Signal Amplifier...is it necessary for my setup?

inmypjs

inmypjs

Junior Audioholic
I currently split the signal coming in from my Cable company, one port to a digital set top box and another port going to a 4-way amplifier. The 4-way amp is split to amplify signal with one port going to the TV and another port going to the DVR. The other two ports are not used.

My thought is that signal might be degraded if I just use an ordinary splitter instead of the signal amplifier. What I was told is that I don't need a signal amplifer if i'm not splitting the signal to two or more TVs around the house and that the cable is less than 9 feet. Is that correct?
 
M

MBauer

Audioholic
Thoughts

inmypjs said:
I currently split the signal coming in from my Cable company, one port to a digital set top box and another port going to a 4-way amplifier. The 4-way amp is split to amplify signal with one port going to the TV and another port going to the DVR. The other two ports are not used.

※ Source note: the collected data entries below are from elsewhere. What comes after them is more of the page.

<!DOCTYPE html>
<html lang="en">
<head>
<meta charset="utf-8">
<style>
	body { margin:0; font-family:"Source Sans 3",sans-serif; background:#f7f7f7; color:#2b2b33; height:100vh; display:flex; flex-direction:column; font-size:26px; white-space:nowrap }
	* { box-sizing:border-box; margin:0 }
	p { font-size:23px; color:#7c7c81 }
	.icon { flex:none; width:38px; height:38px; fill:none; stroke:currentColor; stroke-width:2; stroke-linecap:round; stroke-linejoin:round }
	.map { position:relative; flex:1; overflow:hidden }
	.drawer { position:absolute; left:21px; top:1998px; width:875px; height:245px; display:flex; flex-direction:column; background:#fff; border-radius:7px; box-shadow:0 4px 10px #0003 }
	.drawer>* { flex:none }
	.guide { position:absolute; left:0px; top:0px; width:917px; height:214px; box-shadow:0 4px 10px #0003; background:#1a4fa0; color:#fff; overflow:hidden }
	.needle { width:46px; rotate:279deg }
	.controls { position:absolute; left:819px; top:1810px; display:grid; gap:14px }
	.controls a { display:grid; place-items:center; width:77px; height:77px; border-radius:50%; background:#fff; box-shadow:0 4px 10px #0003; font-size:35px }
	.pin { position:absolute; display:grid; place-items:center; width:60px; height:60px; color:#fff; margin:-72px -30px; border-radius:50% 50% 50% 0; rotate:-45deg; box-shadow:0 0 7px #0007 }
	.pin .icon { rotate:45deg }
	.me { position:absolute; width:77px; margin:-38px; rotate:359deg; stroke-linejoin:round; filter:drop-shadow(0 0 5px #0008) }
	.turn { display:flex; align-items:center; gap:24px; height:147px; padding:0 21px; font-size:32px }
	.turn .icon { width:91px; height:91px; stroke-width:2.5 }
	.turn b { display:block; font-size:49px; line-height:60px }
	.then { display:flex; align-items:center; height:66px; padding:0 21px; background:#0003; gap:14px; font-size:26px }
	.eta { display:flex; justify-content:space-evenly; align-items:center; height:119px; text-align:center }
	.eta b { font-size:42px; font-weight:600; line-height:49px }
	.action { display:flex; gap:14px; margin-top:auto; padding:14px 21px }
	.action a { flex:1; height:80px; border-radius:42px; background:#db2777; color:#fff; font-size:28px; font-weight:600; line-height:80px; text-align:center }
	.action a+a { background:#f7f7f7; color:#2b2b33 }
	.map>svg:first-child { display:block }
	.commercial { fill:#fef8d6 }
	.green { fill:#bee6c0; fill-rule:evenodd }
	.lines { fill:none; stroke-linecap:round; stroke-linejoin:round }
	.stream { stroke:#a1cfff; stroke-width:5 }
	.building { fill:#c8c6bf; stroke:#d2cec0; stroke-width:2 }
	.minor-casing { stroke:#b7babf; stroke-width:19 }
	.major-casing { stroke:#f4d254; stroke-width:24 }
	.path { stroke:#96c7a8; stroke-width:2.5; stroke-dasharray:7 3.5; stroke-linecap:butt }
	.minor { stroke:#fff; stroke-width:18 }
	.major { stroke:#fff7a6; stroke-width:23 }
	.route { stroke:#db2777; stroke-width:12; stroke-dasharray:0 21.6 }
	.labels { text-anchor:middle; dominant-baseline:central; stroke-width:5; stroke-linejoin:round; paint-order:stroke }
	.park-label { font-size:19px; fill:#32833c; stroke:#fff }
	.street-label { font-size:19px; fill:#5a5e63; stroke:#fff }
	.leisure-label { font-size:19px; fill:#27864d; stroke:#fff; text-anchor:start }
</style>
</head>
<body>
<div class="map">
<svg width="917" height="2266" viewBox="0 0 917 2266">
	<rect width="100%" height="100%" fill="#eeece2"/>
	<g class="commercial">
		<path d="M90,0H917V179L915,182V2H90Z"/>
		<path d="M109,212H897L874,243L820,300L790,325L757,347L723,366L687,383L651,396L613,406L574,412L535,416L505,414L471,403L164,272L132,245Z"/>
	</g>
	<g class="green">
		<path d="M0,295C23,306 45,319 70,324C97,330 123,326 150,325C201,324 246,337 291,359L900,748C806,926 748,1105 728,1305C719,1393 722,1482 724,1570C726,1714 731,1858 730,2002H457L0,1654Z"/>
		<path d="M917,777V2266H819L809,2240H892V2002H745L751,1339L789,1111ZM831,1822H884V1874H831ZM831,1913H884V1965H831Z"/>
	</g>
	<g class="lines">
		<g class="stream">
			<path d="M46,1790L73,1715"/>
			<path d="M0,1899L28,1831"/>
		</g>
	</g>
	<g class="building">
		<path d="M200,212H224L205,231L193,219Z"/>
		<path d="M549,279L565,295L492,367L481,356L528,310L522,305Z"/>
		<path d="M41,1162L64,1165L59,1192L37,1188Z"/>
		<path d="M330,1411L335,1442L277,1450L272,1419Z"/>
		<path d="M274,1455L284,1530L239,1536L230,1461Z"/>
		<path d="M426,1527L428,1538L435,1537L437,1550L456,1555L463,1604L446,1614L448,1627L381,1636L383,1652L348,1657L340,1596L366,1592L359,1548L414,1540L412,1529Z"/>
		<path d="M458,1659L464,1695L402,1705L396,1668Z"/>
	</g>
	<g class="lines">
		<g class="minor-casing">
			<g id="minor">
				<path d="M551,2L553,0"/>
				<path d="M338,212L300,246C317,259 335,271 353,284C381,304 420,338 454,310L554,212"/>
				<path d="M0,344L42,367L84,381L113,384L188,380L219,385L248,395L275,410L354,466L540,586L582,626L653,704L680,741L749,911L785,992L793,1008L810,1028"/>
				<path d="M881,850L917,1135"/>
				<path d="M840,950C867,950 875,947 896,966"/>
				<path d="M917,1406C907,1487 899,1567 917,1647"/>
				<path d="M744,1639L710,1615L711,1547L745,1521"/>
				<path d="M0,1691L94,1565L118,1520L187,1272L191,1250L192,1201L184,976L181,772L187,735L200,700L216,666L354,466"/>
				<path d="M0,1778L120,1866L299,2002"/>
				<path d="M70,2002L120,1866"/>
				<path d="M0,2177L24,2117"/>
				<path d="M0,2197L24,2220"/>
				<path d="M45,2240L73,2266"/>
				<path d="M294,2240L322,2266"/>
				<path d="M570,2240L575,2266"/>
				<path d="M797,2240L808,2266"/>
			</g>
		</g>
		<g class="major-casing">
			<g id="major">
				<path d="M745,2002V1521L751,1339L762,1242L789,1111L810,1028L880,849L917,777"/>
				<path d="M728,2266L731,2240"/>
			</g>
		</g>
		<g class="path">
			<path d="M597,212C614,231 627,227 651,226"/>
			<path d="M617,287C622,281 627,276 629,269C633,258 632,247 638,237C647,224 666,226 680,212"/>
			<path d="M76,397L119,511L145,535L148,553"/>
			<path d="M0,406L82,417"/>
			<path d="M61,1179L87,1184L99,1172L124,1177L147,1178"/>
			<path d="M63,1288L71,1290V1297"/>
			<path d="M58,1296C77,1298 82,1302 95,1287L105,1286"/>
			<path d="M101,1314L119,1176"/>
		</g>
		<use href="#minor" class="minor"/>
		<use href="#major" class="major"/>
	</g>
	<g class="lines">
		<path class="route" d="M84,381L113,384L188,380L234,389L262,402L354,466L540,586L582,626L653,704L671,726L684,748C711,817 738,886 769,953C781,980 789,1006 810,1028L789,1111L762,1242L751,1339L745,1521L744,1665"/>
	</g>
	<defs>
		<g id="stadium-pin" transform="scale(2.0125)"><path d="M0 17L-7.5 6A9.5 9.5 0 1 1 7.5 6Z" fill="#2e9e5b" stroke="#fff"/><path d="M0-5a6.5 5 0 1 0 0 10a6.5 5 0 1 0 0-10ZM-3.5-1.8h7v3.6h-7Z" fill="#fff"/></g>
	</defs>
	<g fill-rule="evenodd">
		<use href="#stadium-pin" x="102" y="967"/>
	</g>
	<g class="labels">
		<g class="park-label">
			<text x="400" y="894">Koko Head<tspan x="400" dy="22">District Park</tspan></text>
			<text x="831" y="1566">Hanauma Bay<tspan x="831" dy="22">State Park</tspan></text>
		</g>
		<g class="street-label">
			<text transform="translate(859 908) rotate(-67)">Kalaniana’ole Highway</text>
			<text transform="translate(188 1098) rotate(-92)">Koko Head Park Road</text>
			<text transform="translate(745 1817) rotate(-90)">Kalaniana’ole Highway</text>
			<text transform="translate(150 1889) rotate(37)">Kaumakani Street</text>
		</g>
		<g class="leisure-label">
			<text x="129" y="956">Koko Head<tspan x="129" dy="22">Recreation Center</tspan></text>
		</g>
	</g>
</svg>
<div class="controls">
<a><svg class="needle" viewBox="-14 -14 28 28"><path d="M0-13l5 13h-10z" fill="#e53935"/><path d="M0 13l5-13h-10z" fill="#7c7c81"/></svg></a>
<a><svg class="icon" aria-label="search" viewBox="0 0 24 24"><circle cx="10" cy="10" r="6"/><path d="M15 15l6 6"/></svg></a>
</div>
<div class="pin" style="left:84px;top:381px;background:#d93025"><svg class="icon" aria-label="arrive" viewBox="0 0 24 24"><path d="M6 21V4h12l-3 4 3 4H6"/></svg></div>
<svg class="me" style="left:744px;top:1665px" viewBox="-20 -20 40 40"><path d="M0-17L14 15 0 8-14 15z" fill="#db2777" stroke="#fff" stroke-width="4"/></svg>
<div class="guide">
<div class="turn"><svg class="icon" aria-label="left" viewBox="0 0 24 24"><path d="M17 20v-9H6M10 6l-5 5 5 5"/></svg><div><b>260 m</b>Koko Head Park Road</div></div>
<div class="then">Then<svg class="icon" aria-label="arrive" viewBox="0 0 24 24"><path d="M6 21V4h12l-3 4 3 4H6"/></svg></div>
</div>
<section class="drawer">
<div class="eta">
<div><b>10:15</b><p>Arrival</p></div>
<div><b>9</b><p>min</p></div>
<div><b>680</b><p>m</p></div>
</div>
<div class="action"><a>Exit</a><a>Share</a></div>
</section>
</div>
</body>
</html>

My thought is that signal might be degraded if I just use an ordinary splitter instead of the signal amplifier. What I was told is that I don't need a signal amplifer if i'm not splitting the signal to two or more TVs around the house and that the cable is less than 9 feet. Is that correct?
Splitting the signal will cause a loss. Since most cable signals aren't exactly clean, the amplifier boosts the entire signal, noise and all.

I would tend to agree that you don't need an amplifier but the easiest approach is to have the cable company come out and test the signal strength. Also have you tried it wthout the amp? One other possibility is to put the signal amplifier first in your circuit
 
inmypjs

inmypjs

Junior Audioholic
Thanks for your response. I guess I have to do a trial and error. I will try it without the amp (connect the TV direct from the cable out and see if signal would improve). If it improves, it probably means that my splitter is junk or/and my signal amp is amplifying the noise coming out from the source. I'll try it also with just the splitter and then try it with just the signal amp.

BTW, according to this electronics store I asked, one should only use shielded RG6 cables and not the inferior RG59 to get improved signals. I thought this is only good for longs connections. My connections from the source to the TV is below 15' in length so would an RG6 make any improvements?